The course will have succeeded in its aims if you come away from it with a grasp of the basic principles governing the motion of objects, a feel for the scientific method, and an understanding of the techniques of problem solving.

HOW DOES THE COURSE WORK?

This course is designed in a way which is rather different from most of the other high school and MIT courses you will have encountered. The basic idea is that you are in charge of your own learning, while we provide you with the help and resources you will need. In this way you have the opportunity to structure your studies so that you take maximum advantage of what you already know (from physics and math courses at your high school, for example) and concentrate your efforts on material that is new and difficult. We monitor your progress through weekly homework and quizzes which contribute to your final grade.

Resources

Your main resource and the starting point for your week's work is the written Study Guide. Each study guide covers one week's work and contains

• a brief overview setting out the main themes of the week's work;
• a list of aims detailing exactly what you're expected to know by the end of the week;
• a detailed summary explaining what you need to know and giving cross-references to problems to try;
• a list of new ideas to help you decide what to concentrate on in your study;
• a set of problems and questions designed for self-testing and learning problem-solving skills.

Furthermore, many study guides include some supplementary notes which discuss some aspects of the material in a wider context, for example how particular points relate to the real world or how they may be developed into more advanced concepts. You don't need to know this material to get a good grade, but it should provide a starting point if you are curious to see how the artificial-seeming problems you may be doing fit into the rest of physics.

The study guide is designed to be used with the course textbook. The textbook provides the detailed derivations and explanations of the results and formulae quoted in the study guide summary, as well as more worked examples and problems, problem-solving hints, etc. You should certainly buy this book as it contains material essential to the course.

Of course, you're not expected to struggle on alone with only the written word to help. Each week begins with an introductory lecture, given by the Course Examiner. This consists of demonstrations showing you real-life illustrations of the physical principles you will be learning that week, together with brief discussions of important aspects of the material. The Course Examiner is responsible for setting the weekly homework, quizzes, review tests and final exam, and for deciding your final grade, so you might view this lecture as a useful guide to the aspects of the material that he considers important!

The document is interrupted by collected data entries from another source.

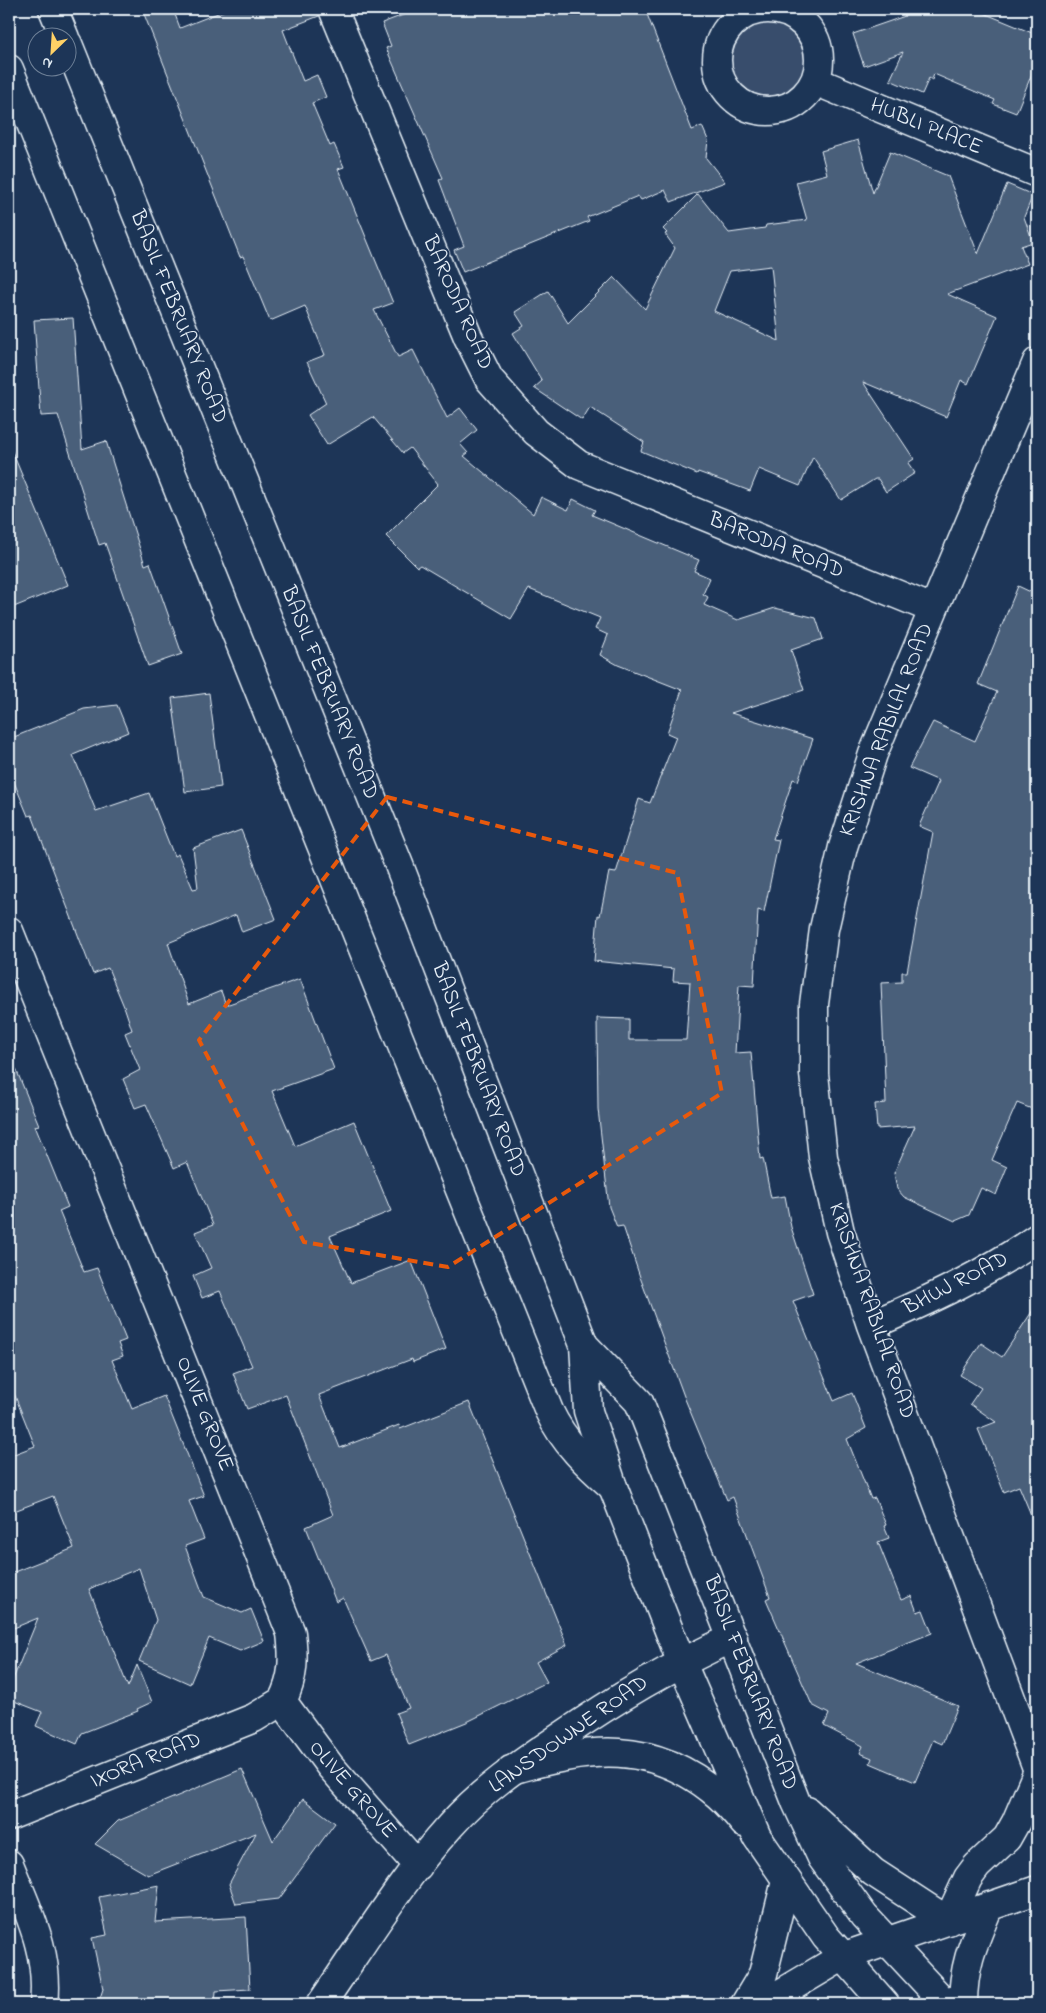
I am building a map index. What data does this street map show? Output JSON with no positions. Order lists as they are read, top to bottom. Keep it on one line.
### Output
{"streets":{"main road":["HUBLI PLACE","BARODA ROAD","BASIL FEBRUARY ROAD","KRISHNA RABILAL ROAD","BHUJ ROAD","OLIVE GROVE","LANSDOWNE ROAD","IXORA ROAD"]},"crossings":[["BARODA ROAD","KRISHNA RABILAL ROAD"],["BASIL FEBRUARY ROAD","LANSDOWNE ROAD"],["KRISHNA RABILAL ROAD","BHUJ ROAD"],["OLIVE GROVE","LANSDOWNE ROAD"],["OLIVE GROVE","IXORA ROAD"]],"north":"bottom left"}
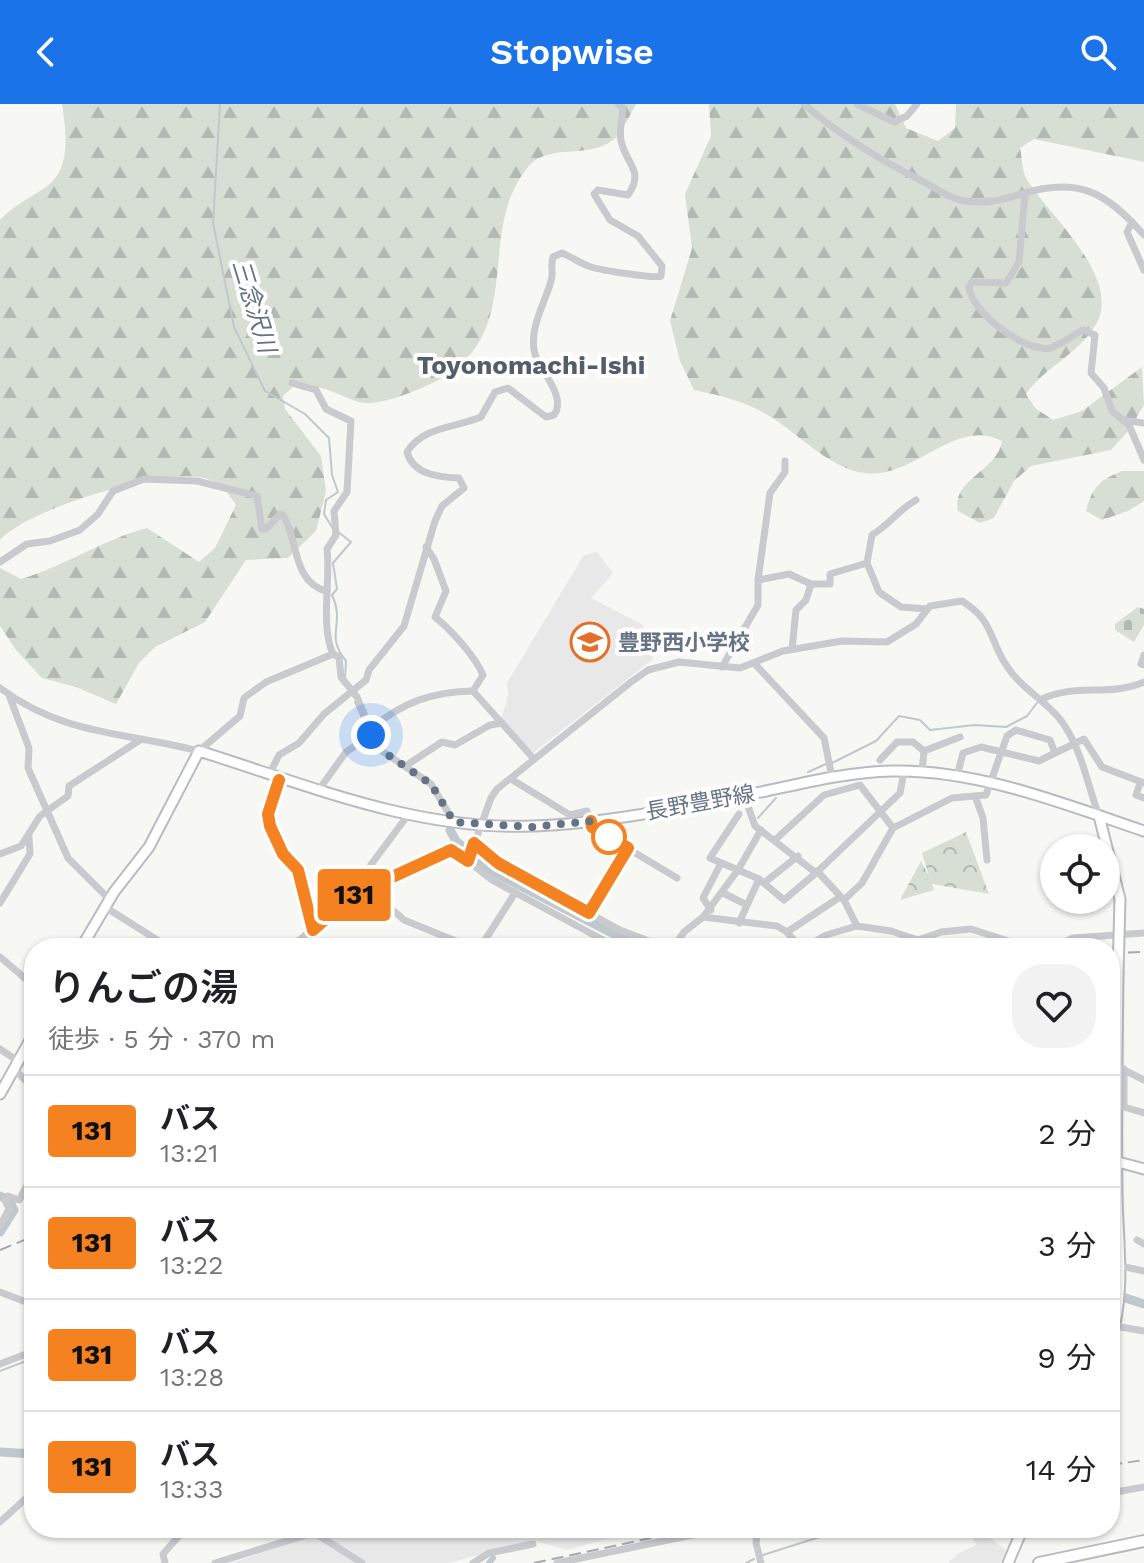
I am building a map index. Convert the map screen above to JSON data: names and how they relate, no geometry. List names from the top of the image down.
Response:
{
  "streets": {
    "main road": ["長野豊野線"]
  },
  "districts": ["Toyonomachi-Ishi"],
  "water": ["三念沢川"],
  "places": {
    "school or university": ["豊野西小学校"]
  },
  "lines": ["bus line 131"],
  "page": {
    "header": "Stopwise",
    "on_map": "131",
    "heading": ["りんごの湯", "徒歩 · 5 分 · 370 m"],
    "list": [
      {
        "mark": "131",
        "name": "バス",
        "note": "13:21",
        "value": "2 分"
      },
      {
        "mark": "131",
        "name": "バス",
        "note": "13:22",
        "value": "3 分"
      },
      {
        "mark": "131",
        "name": "バス",
        "note": "13:28",
        "value": "9 分"
      },
      {
        "mark": "131",
        "name": "バス",
        "note": "13:33",
        "value": "14 分"
      }
    ]
  }
}
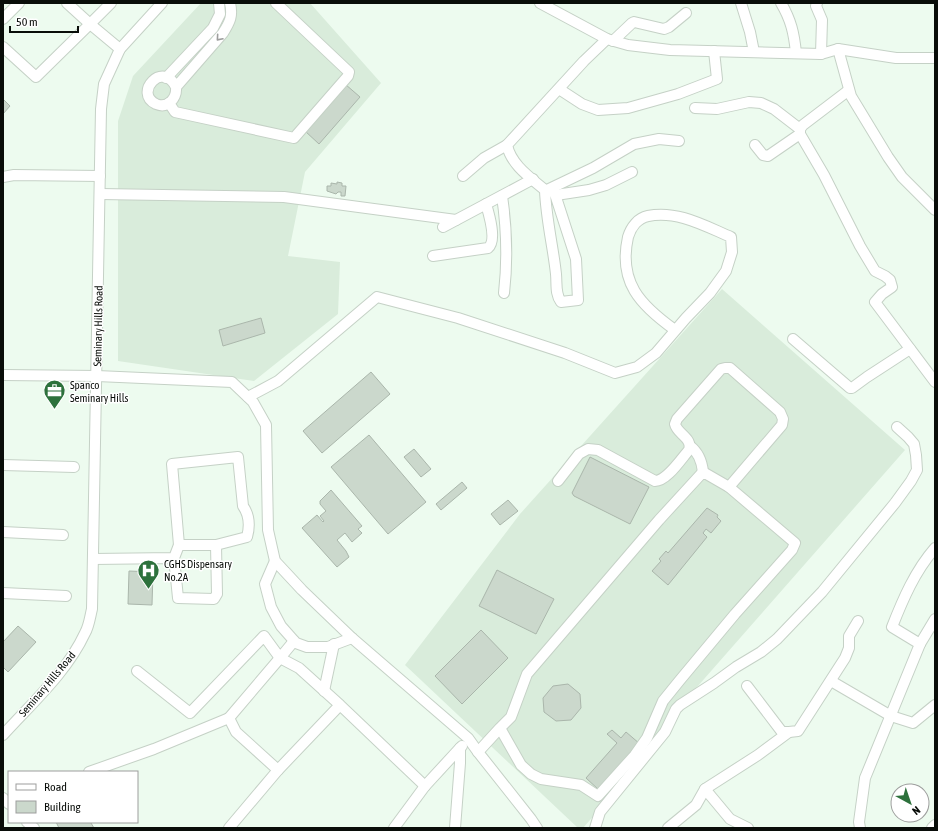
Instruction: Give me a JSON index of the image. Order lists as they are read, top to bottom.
{
  "streets": {
    "street": ["Seminary Hills Road"]
  },
  "places": {
    "office": ["Spanco Seminary Hills"],
    "hospital": ["CGHS Dispensary No.2A"]
  },
  "legend": ["Road", "Building"],
  "scale_bar": "50 m",
  "north": "bottom right"
}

Your main source of help above and beyond the written material is your class professor. You will be assigned to a class which meets 3 hours a week; two in groups of no more than 22 students and one on Fridays in a larger group. During the latter there will be a 25 minute weekly quiz. The class time will be split between mini-lectures, teaching problem-solving techniques and answering questions, always concentrating on the more difficult aspects of the week's work. The classes are deliberately kept small so that your professor will be able to give each of you individual attention - you shouldn't hesitate to ask him or her about any aspect of the material that troubles you, whether it's a general concept or a specific problem. However, don't expect the class professors to cover every topic in the study guide: their job is to help you with the tough parts while you handle the straightforward things on your own. Your class professor is not responsible for setting the quizzes or for determining your grade (this is the job of the course examiner); he or she is there to be your ally in ensuring that you get as much as possible out of this course.

In addition, advice on how to solve the homework problems will be broadcast on MIT TV.

There may be weeks when despite your best efforts and the help of all these resources, you still don't feel confident about some part of the work as the Friday morning quiz draws near. In this case you have a final line of defense: an optional two-hour tutorial session on Thursday evening. A number of class professors and graduate teaching assistants will be available to answer questions and help you with problems.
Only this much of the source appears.